*** DATASET RECORDS ***

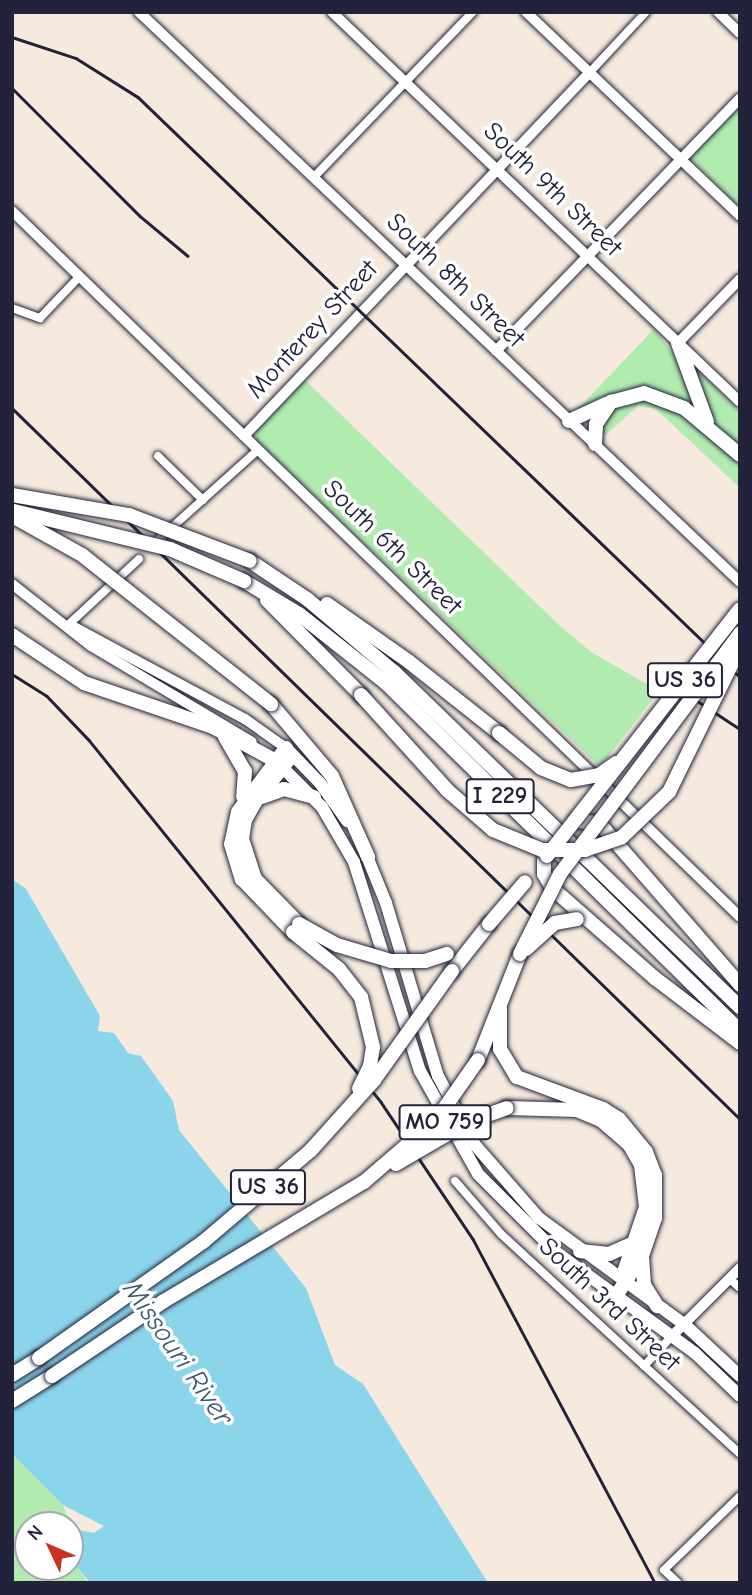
<!DOCTYPE html>
<style>
body{margin:0}
#map{position:relative;width:752px;height:1595px;overflow:hidden;background:#f5eadd;font-family:"Comic Neue",sans-serif}
div>[style]{position:absolute}
[style*='--x']{left:calc(var(--x)*1px);top:calc(var(--y)*1px);width:calc(var(--w)*1px);rotate:calc(var(--a)*1deg)}
.green>*{inset:0;background:#b1ebaf}
.water>*{inset:0;background:#8bd5eb}
.roads{filter:drop-shadow(0 0 2px #22223b) drop-shadow(0 0 2px #22223b)}
.street>*{height:8px;margin:-4px;padding:0 4px;transform-origin:4px;border-radius:4px;background:#fff}
.secondary>*{height:10px;margin:-5px;padding:0 5px;transform-origin:5px;border-radius:5px;background:#fff}
.primary>*{height:12px;margin:-6px;padding:0 6px;transform-origin:6px;border-radius:6px;background:#fff}
.highway>*{height:14px;margin:-7px;padding:0 7px;transform-origin:7px;border-radius:7px;background:#fff}
.rail>*{height:2.5px;margin:-1.25px;padding:0 1.25px;transform-origin:1.25px;border-radius:1.25px;background:#22223b}
.bridges{filter:drop-shadow(0 0 2px #22223b) drop-shadow(0 0 2px #22223b)}
.highway-bridge>*{height:14px;margin:-7px;padding:0 7px;transform-origin:7px;border-radius:7px;background:#fff}
span{translate:-50% -50%;white-space:nowrap;text-align:center;line-height:1.15;-webkit-text-stroke:7px #fff;paint-order:stroke}
.shield-label span{padding:2px 5px;background:#fff;border:2px solid;border-radius:5px;-webkit-text-stroke-width:0}
.shield-label{font-size:24px;color:#22223b;font-weight:700}
.street-label{font-size:26px;color:#22223b}
.water-label{font-size:28px;color:#425870;font-style:italic}
.frame{position:absolute;inset:0;border:14px solid #22223b;pointer-events:none}
.north{position:absolute;left:14px;top:1511px;width:70px;height:70px;box-sizing:border-box;background:#fff;border:2px solid #a7a7b1;border-radius:50%;rotate:314deg;font-size:19px;font-weight:700;line-height:28px;text-align:center;color:#22223b}
.north::after{content:'';display:block;margin:auto;width:24px;height:32px;background:#c8321e;clip-path:polygon(50% 0,100% 100%,50% 72%,0 100%)}
</style>
<div id="map">
<div class="green">
<i style="clip-path:polygon(740px 105px,740px 207px,690px 158px)"></i>
<i style="clip-path:polygon(654px 329px,672px 352px,698px 414px,677px 399px,639px 388px,623px 391px,574px 413px)"></i>
<i style="clip-path:polygon(690px 364px,740px 411px,740px 450px,708px 418px)"></i>
<i style="clip-path:polygon(304px 379px,559px 625px,591px 652px,659px 691px,607px 758px,598px 765px,256px 440px,257px 429px)"></i>
<i style="clip-path:polygon(644px 397px,669px 403px,740px 465px,740px 488px,656px 409px,638px 406px,602px 438px,600px 424px,609px 407px)"></i>
<i style="clip-path:polygon(12px 1454px,63px 1505px,73px 1529px,70px 1535px,70px 1525px,28px 1525px,28px 1567px,70px 1567px,70px 1556px,88px 1583px,12px 1583px)"></i>
</div>
<div class="water">
<i style="clip-path:polygon(12px 879px,26px 889px,100px 1016px,98px 1031px,114px 1033px,128px 1053px,141px 1056px,173px 1101px,179px 1130px,306px 1288px,335px 1365px,363px 1384px,488px 1583px,90px 1583px,72px 1561px,73px 1529px,94px 1533px,104px 1526px,63px 1505px,12px 1454px)"></i>
</div>
<div class="roads">
<div class="street">
<i style="--x:590;--y:72;--w:82;--a:-47"></i>
<i style="--x:314;--y:177;--w:229;--a:-46.1"></i>
<i style="--x:12;--y:308;--w:30;--a:20"></i>
<i style="--x:40;--y:318;--w:57;--a:-46.4"></i>
<i style="--x:158;--y:456;--w:63;--a:44.4"></i>
<i style="--x:159;--y:539;--w:133;--a:-42"></i>
<i style="--x:68;--y:625;--w:97;--a:-42.9"></i>
<i style="--x:455;--y:1181;--w:70;--a:49"></i>
<i style="--x:501;--y:1234;--w:325;--a:42.6"></i>
<i style="--x:730;--y:1279;--w:13;--a:42"></i>
<i style="--x:644;--y:1366;--w:41;--a:-47"></i>
<i style="--x:678;--y:1583;--w:19;--a:-137"></i>
<i style="--x:664;--y:1570;--w:106;--a:-44.2"></i>
</div>
<div class="secondary">
<i style="--x:139;--y:12;--w:828;--a:43.48"></i>
<i style="--x:332;--y:12;--w:564;--a:43.71"></i>
<i style="--x:526;--y:12;--w:296;--a:43.6"></i>
<i style="--x:718;--y:12;--w:30;--a:44"></i>
<i style="--x:12;--y:211;--w:1014;--a:44.12"></i>
<i style="--x:678;--y:343;--w:89;--a:-45.9"></i>
<i style="--x:496;--y:351;--w:351;--a:-46"></i>
<i style="--x:244;--y:436;--w:502;--a:-46.45"></i>
<i style="--x:12;--y:584;--w:100;--a:38.1"></i>
<i style="--x:91;--y:646;--w:187;--a:30.8"></i>
<i style="--x:74;--y:627;--w:194;--a:28.3"></i>
<i style="--x:245;--y:719;--w:50;--a:35.3"></i>
<i style="--x:672;--y:1336;--w:96;--a:-45"></i>
</div>
<div class="primary">
<i style="--x:286;--y:748;--w:49;--a:45.8"></i>
<i style="--x:320;--y:783;--w:47;--a:54.6"></i>
<i style="--x:276;--y:761;--w:65;--a:45"></i>
<i style="--x:322;--y:807;--w:64;--a:59.8"></i>
<i style="--x:354;--y:862;--w:219;--a:72.5"></i>
<i style="--x:420;--y:1071;--w:118;--a:60.6"></i>
<i style="--x:478;--y:1174;--w:110;--a:45"></i>
<i style="--x:556;--y:1252;--w:172;--a:36"></i>
<i style="--x:695;--y:1353;--w:62;--a:43.7"></i>
<i style="--x:364;--y:849;--w:58;--a:67.8"></i>
<i style="--x:386;--y:903;--w:181;--a:73.3"></i>
<i style="--x:438;--y:1076;--w:78;--a:61.8"></i>
<i style="--x:475;--y:1145;--w:97;--a:48.8"></i>
<i style="--x:539;--y:1218;--w:180;--a:36.2"></i>
<i style="--x:684;--y:1324;--w:76;--a:42.9"></i>
</div>
<div class="highway">
<i style="--x:678;--y:343;--w:84;--a:69.8"></i>
<i style="--x:569;--y:421;--w:41;--a:-24.7"></i>
<i style="--x:595;--y:444;--w:20;--a:-87"></i>
<i style="--x:596;--y:424;--w:27;--a:-56"></i>
<i style="--x:611;--y:402;--w:34;--a:-15"></i>
<i style="--x:644;--y:393;--w:43;--a:20.6"></i>
<i style="--x:684;--y:408;--w:73;--a:40"></i>
<i style="--x:250;--y:561;--w:69;--a:33.7"></i>
<i style="--x:307;--y:599;--w:114;--a:40"></i>
<i style="--x:394;--y:672;--w:482;--a:44.1"></i>
<i style="--x:244;--y:581;--w:64;--a:31"></i>
<i style="--x:299;--y:614;--w:111;--a:38.4"></i>
<i style="--x:386;--y:683;--w:496;--a:44.5"></i>
<i style="--x:267;--y:600;--w:134;--a:45.3"></i>
<i style="--x:327;--y:604;--w:99;--a:35.1"></i>
<i style="--x:408;--y:661;--w:116;--a:38.4"></i>
<i style="--x:12;--y:635;--w:87;--a:33.7"></i>
<i style="--x:84;--y:683;--w:136;--a:18.8"></i>
<i style="--x:213;--y:727;--w:72;--a:28.4"></i>
<i style="--x:271;--y:704;--w:94;--a:49.7"></i>
<i style="--x:332;--y:776;--w:89;--a:66"></i>
<i style="--x:225;--y:737;--w:39;--a:60"></i>
<i style="--x:245;--y:771;--w:26;--a:94"></i>
<i style="--x:286;--y:748;--w:80;--a:126.9"></i>
<i style="--x:238;--y:812;--w:33;--a:102"></i>
<i style="--x:231;--y:844;--w:37;--a:73"></i>
<i style="--x:242;--y:879;--w:74;--a:46.1"></i>
<i style="--x:290;--y:758;--w:56;--a:128.5"></i>
<i style="--x:255;--y:802;--w:21;--a:119"></i>
<i style="--x:245;--y:820;--w:19;--a:99"></i>
<i style="--x:242;--y:839;--w:42;--a:72"></i>
<i style="--x:255;--y:879;--w:63;--a:45.6"></i>
<i style="--x:262;--y:797;--w:23;--a:-20"></i>
<i style="--x:284;--y:789;--w:31;--a:15"></i>
<i style="--x:576;--y:821;--w:22;--a:5"></i>
<i style="--x:598;--y:823;--w:10;--a:45"></i>
<i style="--x:605;--y:830;--w:206;--a:48.9"></i>
<i style="--x:544;--y:859;--w:15;--a:90"></i>
<i style="--x:544;--y:874;--w:16;--a:60"></i>
<i style="--x:552;--y:888;--w:138;--a:41.2"></i>
<i style="--x:656;--y:979;--w:106;--a:37.3"></i>
<i style="--x:452;--y:971;--w:60;--a:-51.8"></i>
<i style="--x:500;--y:1008;--w:41;--a:90"></i>
<i style="--x:500;--y:1049;--w:33;--a:59"></i>
<i style="--x:517;--y:1077;--w:92;--a:20.4"></i>
<i style="--x:603;--y:1109;--w:19;--a:32"></i>
<i style="--x:619;--y:1119;--w:43;--a:50.7"></i>
<i style="--x:646;--y:1152;--w:25;--a:69"></i>
<i style="--x:655;--y:1175;--w:43;--a:90"></i>
<i style="--x:655;--y:1218;--w:40;--a:108.9"></i>
<i style="--x:642;--y:1256;--w:48;--a:123"></i>
<i style="--x:478;--y:1060;--w:114;--a:-68.4"></i>
<i style="--x:507;--y:1108;--w:70;--a:1.6"></i>
<i style="--x:577;--y:1110;--w:26;--a:23"></i>
<i style="--x:601;--y:1120;--w:37;--a:41"></i>
<i style="--x:629;--y:1144;--w:24;--a:60"></i>
<i style="--x:641;--y:1165;--w:42;--a:83.2"></i>
<i style="--x:646;--y:1207;--w:72;--a:108.7"></i>
<i style="--x:580;--y:1251;--w:29;--a:6"></i>
<i style="--x:609;--y:1254;--w:30;--a:-24"></i>
<i style="--x:642;--y:1256;--w:29;--a:86"></i>
<i style="--x:644;--y:1285;--w:25;--a:58"></i>
<i style="--x:12;--y:1375;--w:32;--a:-32"></i>
<i style="--x:12;--y:1401;--w:47;--a:-32"></i>
</div>
</div>
<div class="rail">
<i style="--x:12;--y:37;--w:67;--a:18.2"></i>
<i style="--x:76;--y:58;--w:73;--a:32.2"></i>
<i style="--x:138;--y:97;--w:836;--a:43.93"></i>
<i style="--x:12;--y:88;--w:181;--a:45"></i>
<i style="--x:140;--y:216;--w:62;--a:39.8"></i>
<i style="--x:12;--y:408;--w:1018;--a:44.32"></i>
<i style="--x:12;--y:674;--w:41;--a:32.2"></i>
<i style="--x:47;--y:696;--w:61;--a:46.3"></i>
<i style="--x:89;--y:740;--w:465;--a:51.1"></i>
<i style="--x:381;--y:1102;--w:165;--a:56.1"></i>
<i style="--x:473;--y:1239;--w:389;--a:62.1"></i>
<i style="--x:696;--y:700;--w:53;--a:33.4"></i>
</div>
<div class="bridges">
<div class="highway-bridge">
<i style="--x:12;--y:495;--w:119;--a:9.7"></i>
<i style="--x:129;--y:515;--w:129;--a:20.8"></i>
<i style="--x:14;--y:511;--w:161;--a:13.7"></i>
<i style="--x:170;--y:549;--w:81;--a:23.4"></i>
<i style="--x:12;--y:516;--w:80;--a:29.1"></i>
<i style="--x:82;--y:555;--w:241;--a:38.3"></i>
<i style="--x:361;--y:695;--w:128;--a:47.8"></i>
<i style="--x:447;--y:790;--w:61;--a:41"></i>
<i style="--x:493;--y:830;--w:53;--a:22.2"></i>
<i style="--x:542;--y:850;--w:43;--a:0"></i>
<i style="--x:585;--y:850;--w:39;--a:-19"></i>
<i style="--x:622;--y:837;--w:65;--a:-43.8"></i>
<i style="--x:669;--y:792;--w:161;--a:-63.9"></i>
<i style="--x:499;--y:733;--w:55;--a:39.8"></i>
<i style="--x:541;--y:768;--w:32;--a:22"></i>
<i style="--x:571;--y:780;--w:28;--a:-10"></i>
<i style="--x:599;--y:775;--w:21;--a:-35"></i>
<i style="--x:547;--y:856;--w:313;--a:-52"></i>
<i style="--x:299;--y:924;--w:43;--a:28.9"></i>
<i style="--x:337;--y:945;--w:56;--a:16.5"></i>
<i style="--x:391;--y:961;--w:34;--a:0"></i>
<i style="--x:425;--y:961;--w:23;--a:-18"></i>
<i style="--x:489;--y:924;--w:55;--a:-49.4"></i>
<i style="--x:293;--y:932;--w:59;--a:38.8"></i>
<i style="--x:339;--y:969;--w:36;--a:52"></i>
<i style="--x:361;--y:997;--w:51;--a:76.5"></i>
<i style="--x:373;--y:1047;--w:19;--a:99"></i>
<i style="--x:370;--y:1066;--w:25;--a:116"></i>
<i style="--x:526;--y:949;--w:39;--a:-42"></i>
<i style="--x:555;--y:923;--w:22;--a:-10"></i>
<i style="--x:520;--y:954;--w:89;--a:-63.4"></i>
<i style="--x:560;--y:874;--w:301;--a:-53.2"></i>
<i style="--x:396;--y:1164;--w:83;--a:-30.3"></i>
<i style="--x:468;--y:1122;--w:41;--a:-19.7"></i>
<i style="--x:39;--y:1358;--w:201;--a:-35.3"></i>
<i style="--x:203;--y:1242;--w:142;--a:-40.4"></i>
<i style="--x:311;--y:1150;--w:94;--a:-48"></i>
<i style="--x:374;--y:1080;--w:134;--a:-54.4"></i>
<i style="--x:52;--y:1376;--w:135;--a:-33.8"></i>
<i style="--x:164;--y:1301;--w:233;--a:-30.8"></i>
<i style="--x:364;--y:1182;--w:95;--a:-40.7"></i>
<i style="--x:436;--y:1120;--w:73;--a:-55"></i>
</div>
</div>
<div class="shield-label">
<span style="left:685px;top:680px">US 36</span>
<span style="left:500px;top:796px">I 229</span>
<span style="left:445px;top:1122px">MO 759</span>
<span style="left:268px;top:1187px">US 36</span>
</div>
<div class="street-label">
<span style="left:552px;top:190px;rotate:44deg">South 9th Street</span>
<span style="left:455px;top:281px;rotate:44deg">South 8th Street</span>
<span style="left:313px;top:330px;rotate:-47deg">Monterey Street</span>
<span style="left:392px;top:548px;rotate:44deg">South 6th Street</span>
<span style="left:609px;top:1305px;rotate:43deg">South 3rd Street</span>
</div>
<div class="water-label">
<span style="left:178px;top:1353px;rotate:55deg">Missouri River</span>
</div>
<div class="frame"></div>
<div class="north">N</div>
</div>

*** End of DATASET RECORDS ***

#### WORK ORDER:
Could you show every line of the material that includes the string "north"?

#### RESPONSE:
.north{position:absolute;left:14px;top:1511px;width:70px;height:70px;box-sizing:border-box;background:#fff;border:2px solid #a7a7b1;border-radius:50%;rotate:314deg;font-size:19px;font-weight:700;line-height:28px;text-align:center;color:#22223b}
.north::after{content:'';display:block;margin:auto;width:24px;height:32px;background:#c8321e;clip-path:polygon(50% 0,100% 100%,50% 72%,0 100%)}
<div class="north">N</div>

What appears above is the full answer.